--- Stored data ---
◇ ◇ ◇ ◇ ◇ ◇ ◇

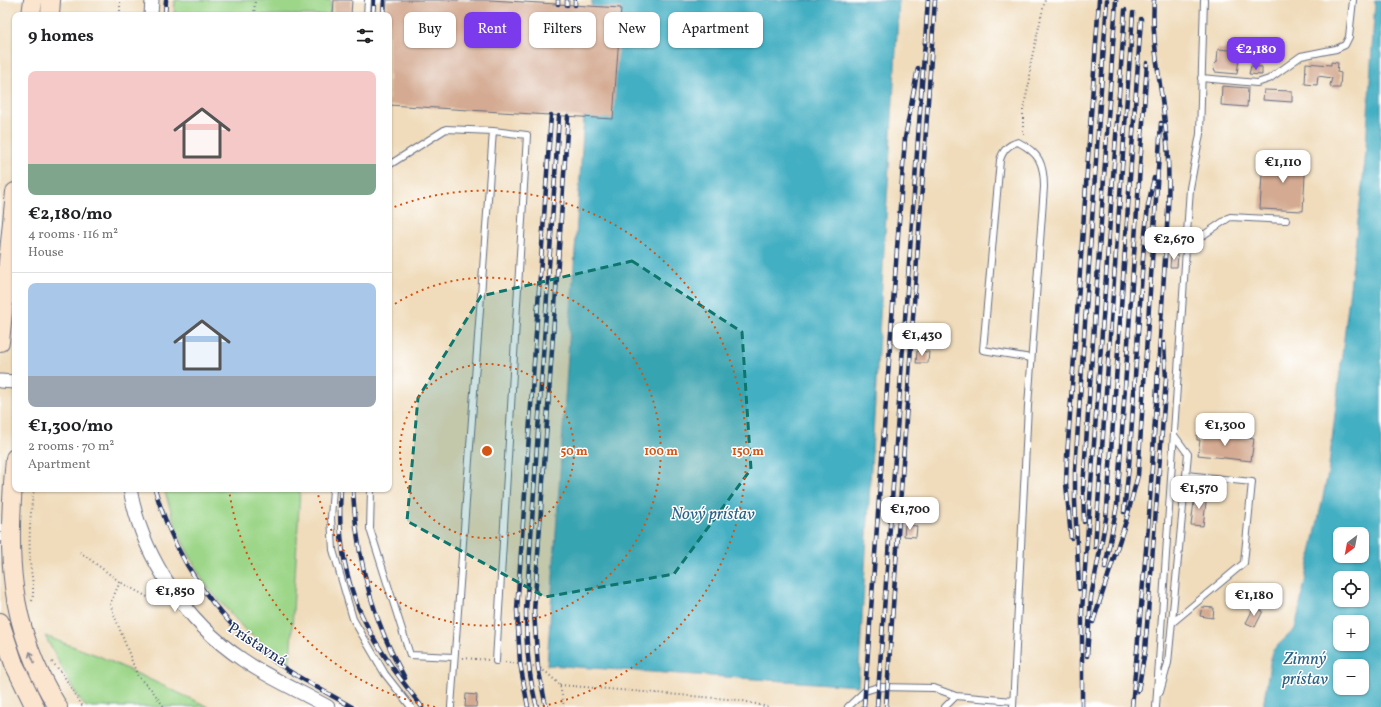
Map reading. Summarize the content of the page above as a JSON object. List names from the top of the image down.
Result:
{
  "streets": {
    "street": ["Prístavná"]
  },
  "water": ["Nový prístav", "Zimný prístav"],
  "north": "bottom left",
  "page": {
    "chip": [
      "Buy",
      "Rent",
      "Filters",
      "New",
      "Apartment"
    ],
    "heading": "9 homes",
    "price": [
      "€2,180",
      "€1,110",
      "€2,670",
      "€1,430",
      "€1,300",
      "€1,570",
      "€1,700",
      "€1,850",
      "€1,180"
    ],
    "list": [
      {
        "name": "€2,180/mo",
        "note": "4 rooms · 116 m² · House"
      },
      {
        "name": "€1,300/mo",
        "note": "2 rooms · 70 m² · Apartment"
      }
    ],
    "map_buttons": ["+", "−"]
  },
  "rings": ["50 m", "100 m", "150 m"]
}
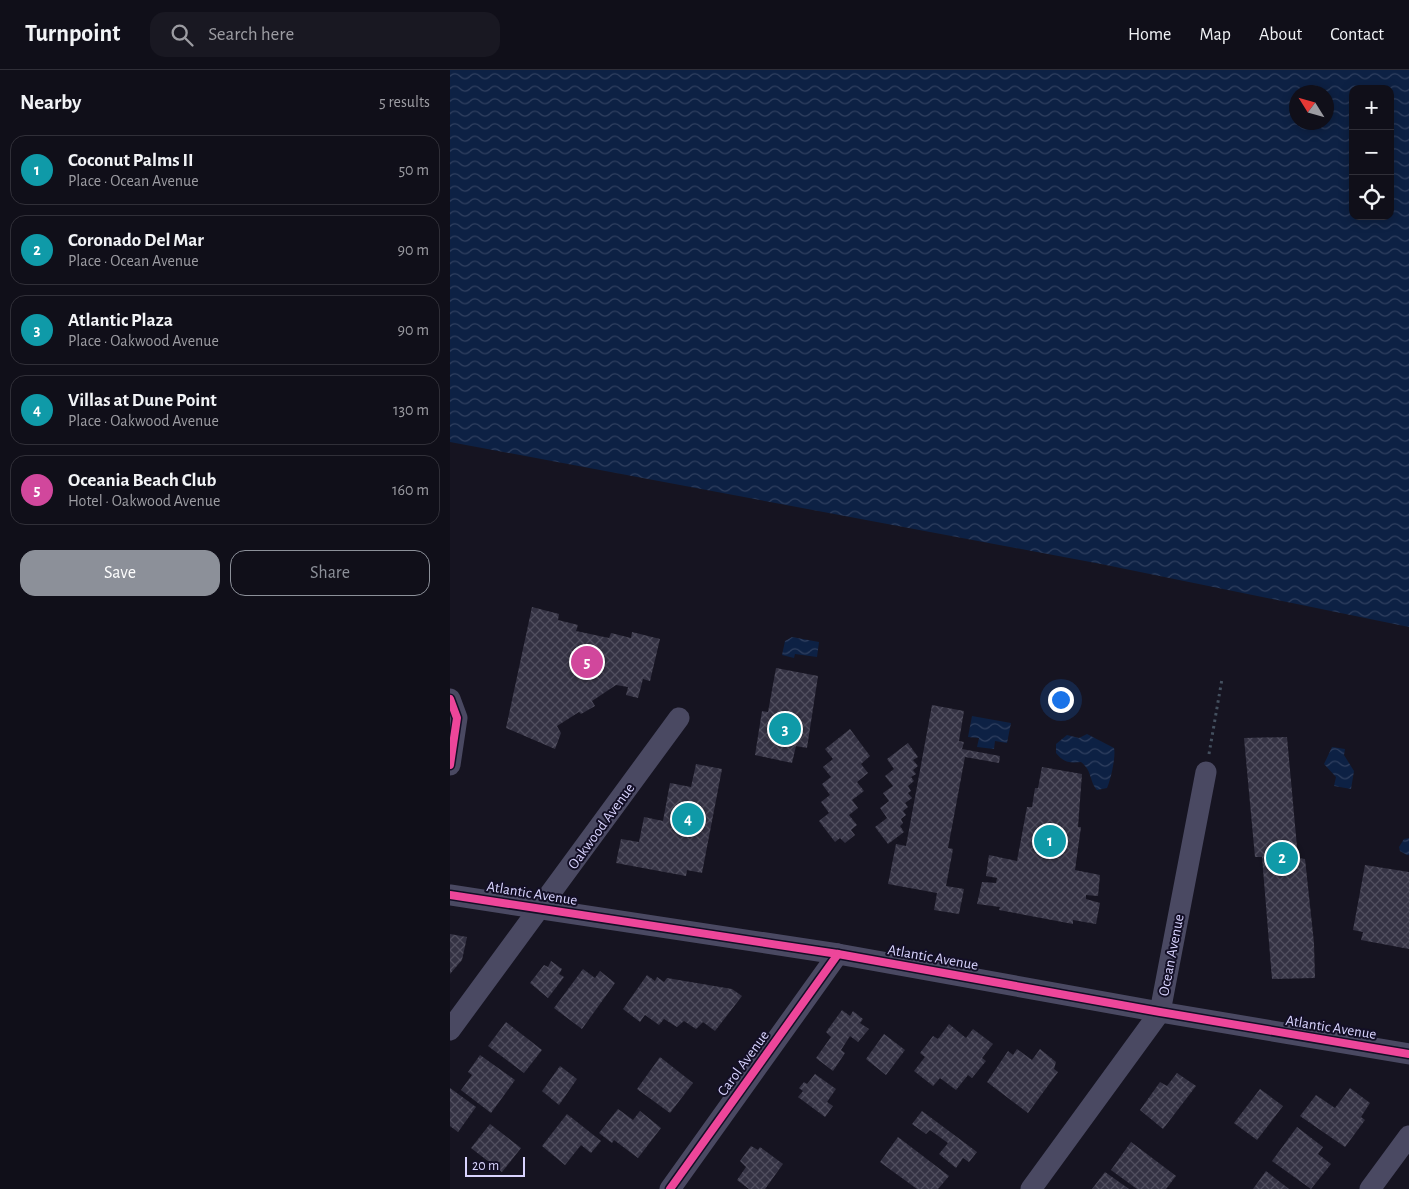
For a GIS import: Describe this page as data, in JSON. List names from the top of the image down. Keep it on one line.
{"streets":{"street":["Oakwood Avenue","Atlantic Avenue","Ocean Avenue","Carol Avenue"]},"crossings":[["Oakwood Avenue","Atlantic Avenue"],["Atlantic Avenue","Ocean Avenue"],["Atlantic Avenue","Carol Avenue"]],"scale_bar":"20 m","north":"top left","page":{"header":"Turnpoint","search":"Search here","nav":["Home","Map","About","Contact"],"heading":["Nearby","5 results"],"map_buttons":["+","−"],"list":[{"mark":"1","name":"Coconut Palms II","note":"Place · Ocean Avenue","value":"50 m"},{"mark":"2","name":"Coronado Del Mar","note":"Place · Ocean Avenue","value":"90 m"},{"mark":"3","name":"Atlantic Plaza","note":"Place · Oakwood Avenue","value":"90 m"},{"mark":"4","name":"Villas at Dune Point","note":"Place · Oakwood Avenue","value":"130 m"},{"mark":"5","name":"Oceania Beach Club","note":"Hotel · Oakwood Avenue","value":"160 m"}],"buttons":["Save","Share"],"pins":["5","3","4","1","2"],"scale":"20 m"}}
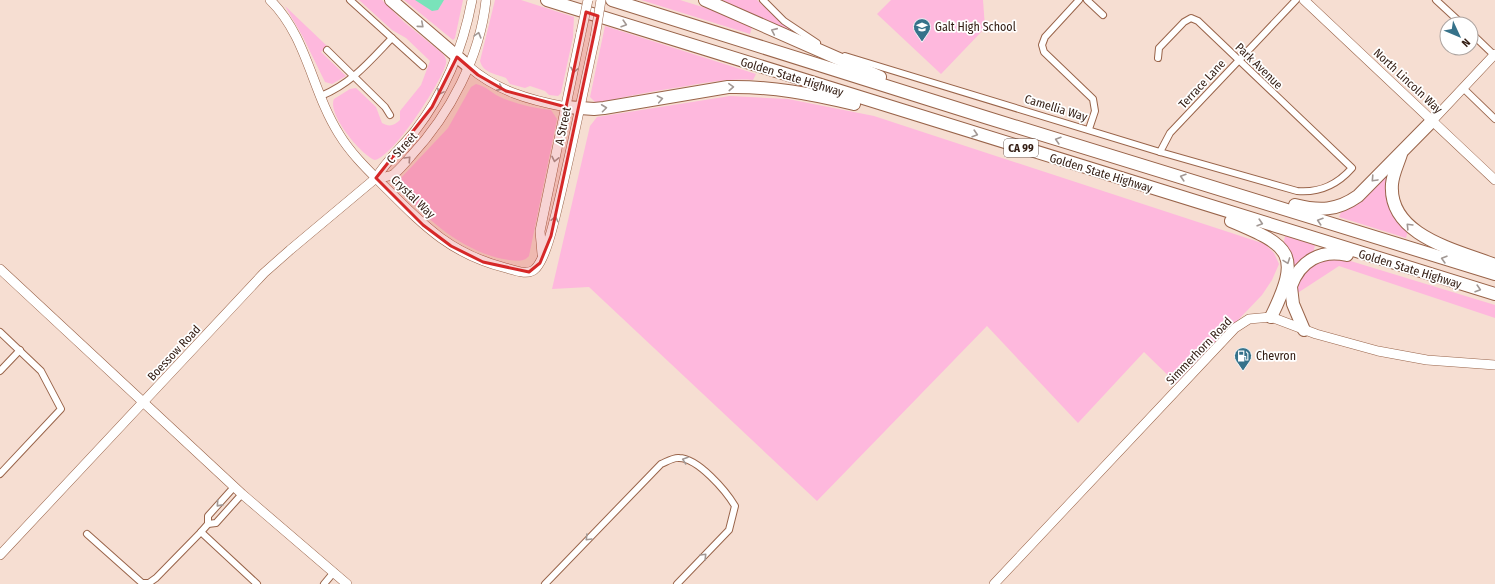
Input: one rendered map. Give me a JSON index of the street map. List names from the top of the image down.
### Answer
{
  "streets": {
    "highway": ["Golden State Highway", "CA 99"],
    "street": [
      "Park Avenue",
      "North Lincoln Way",
      "Terrace Lane",
      "Camellia Way",
      "A Street",
      "C Street",
      "Crystal Way",
      "Simmerhorn Road",
      "Boessow Road"
    ]
  },
  "crossings": [
    ["Park Avenue", "Terrace Lane"],
    ["Park Avenue", "Camellia Way"],
    ["Terrace Lane", "Camellia Way"],
    ["A Street", "Crystal Way"],
    ["C Street", "Crystal Way"],
    ["C Street", "Boessow Road"],
    ["Crystal Way", "Boessow Road"]
  ],
  "places": {
    "school or university": ["Galt High School"],
    "fuel station": ["Chevron"]
  },
  "north": "bottom right"
}
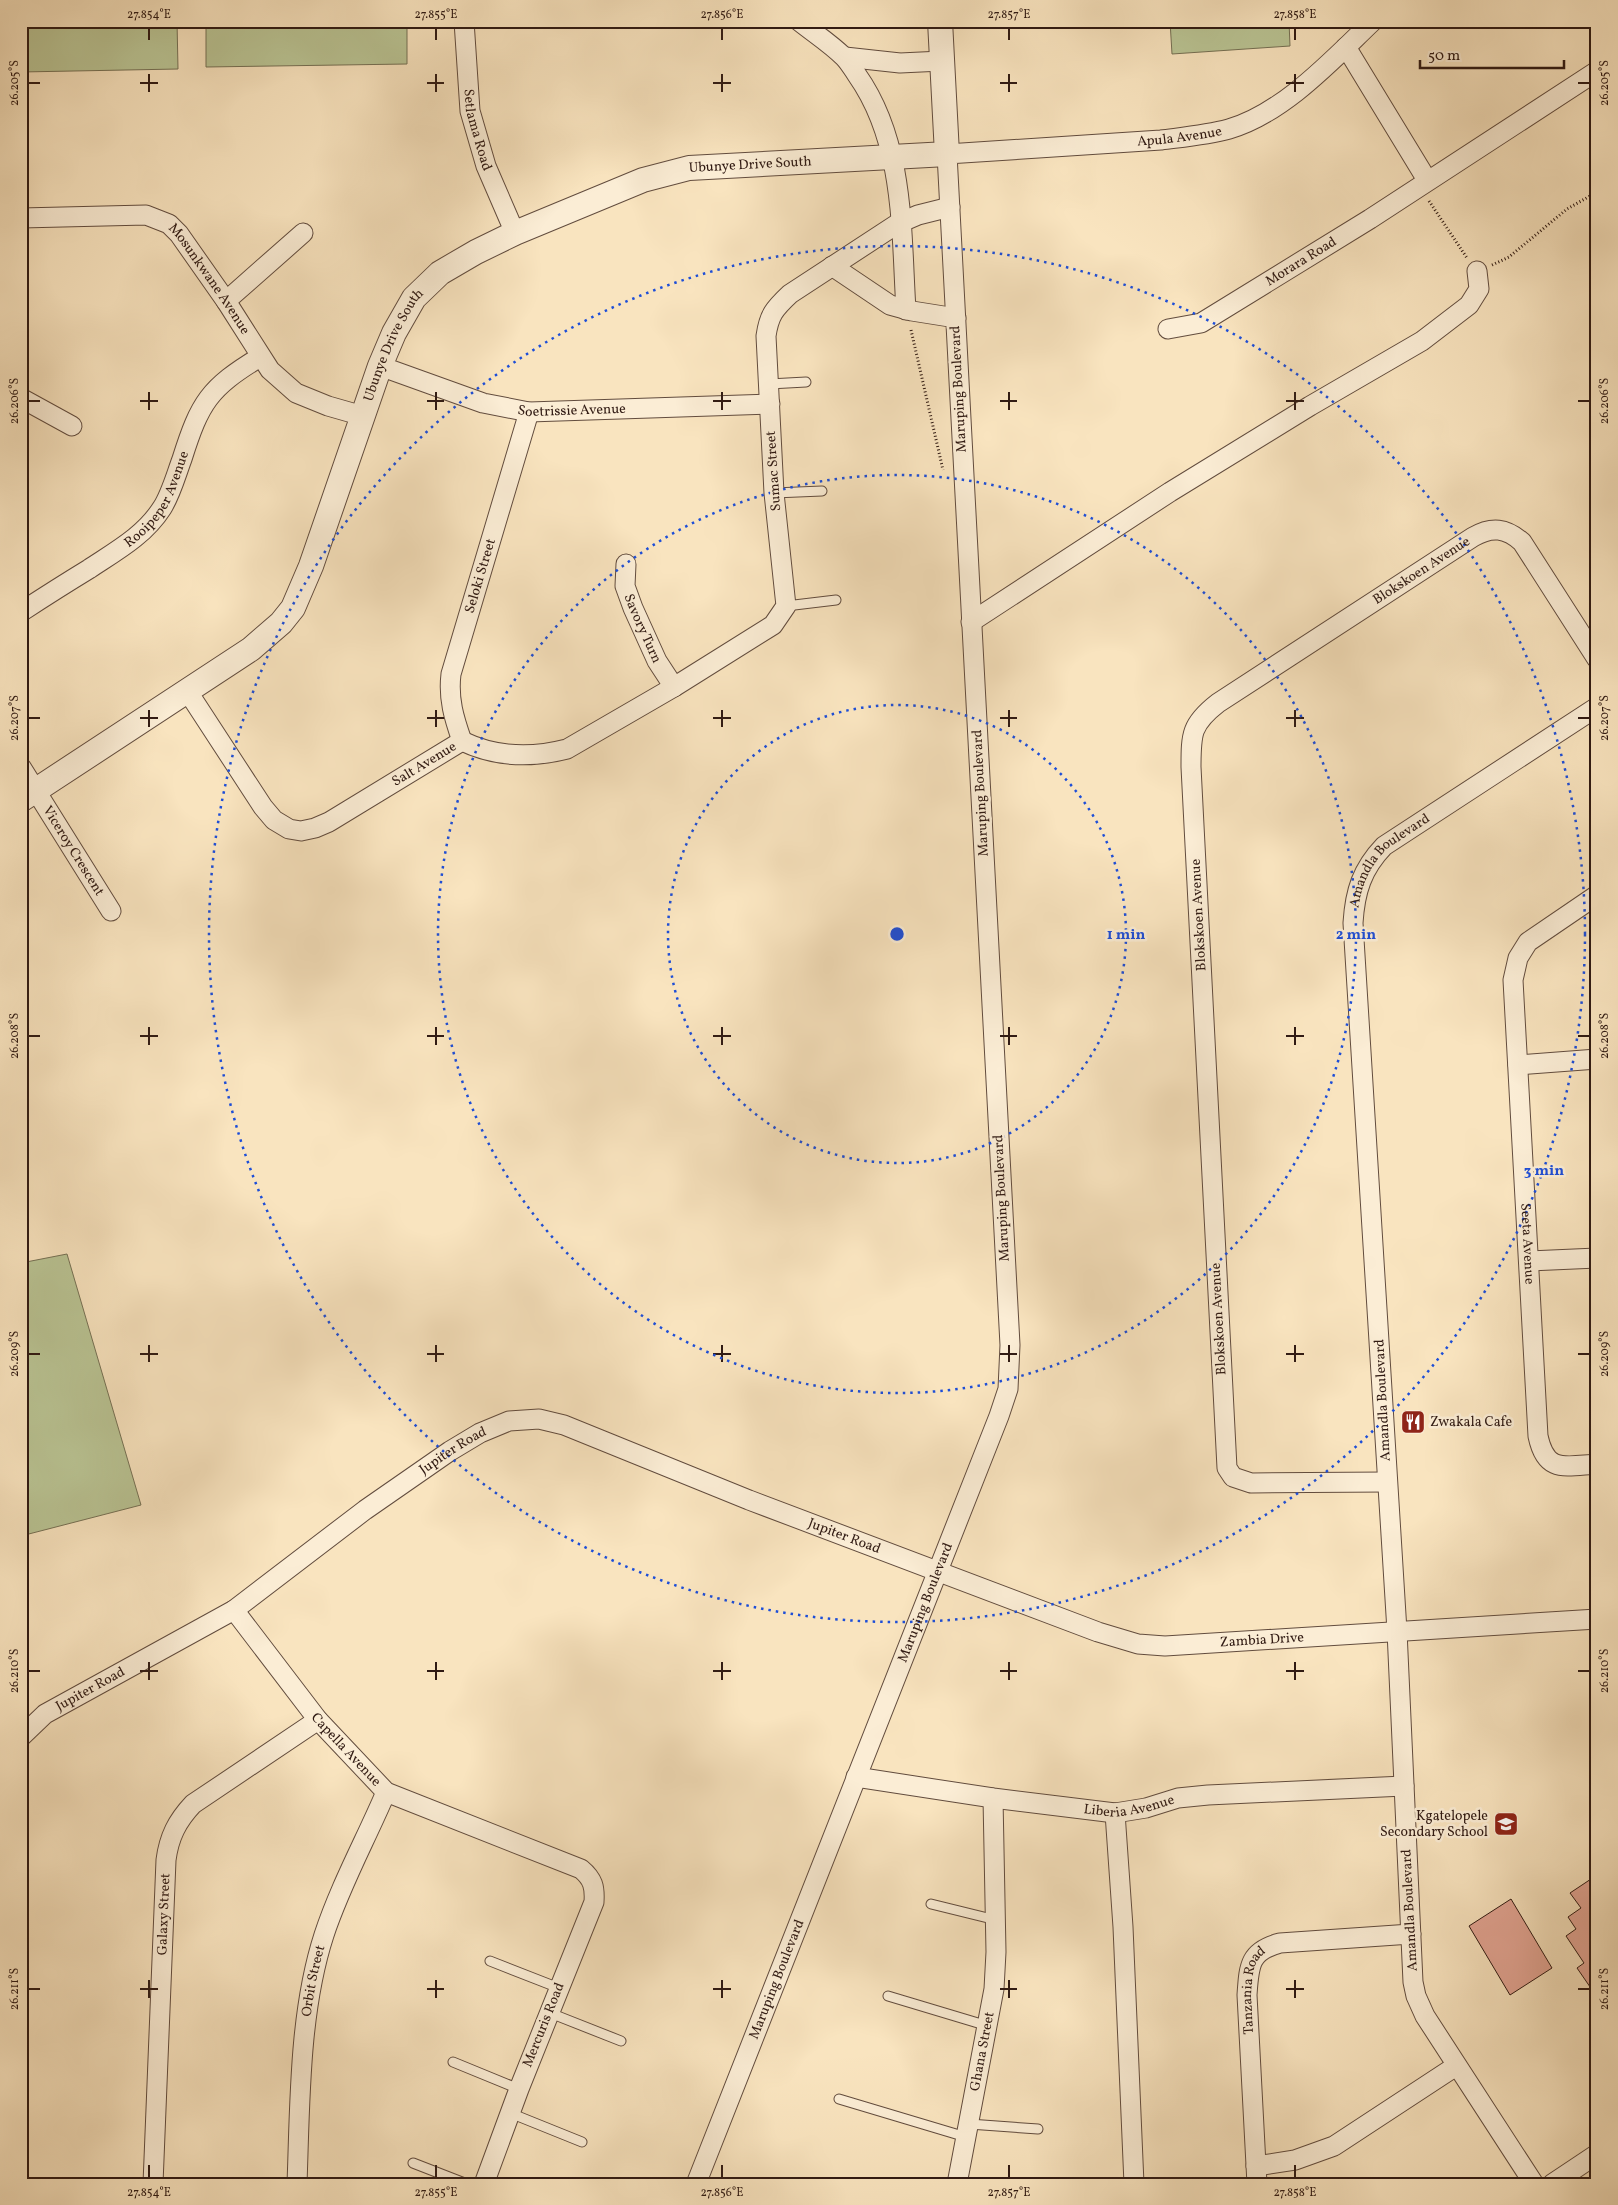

◇ ◇ ◇ ◇ ◇ ◇ ◇

--- WHAT YOU NEED TO DO ---
Your reply should consist of one number: how many lines in the entries contain the string "from".

--- SOLUTION TO THE EXERCISE ---
3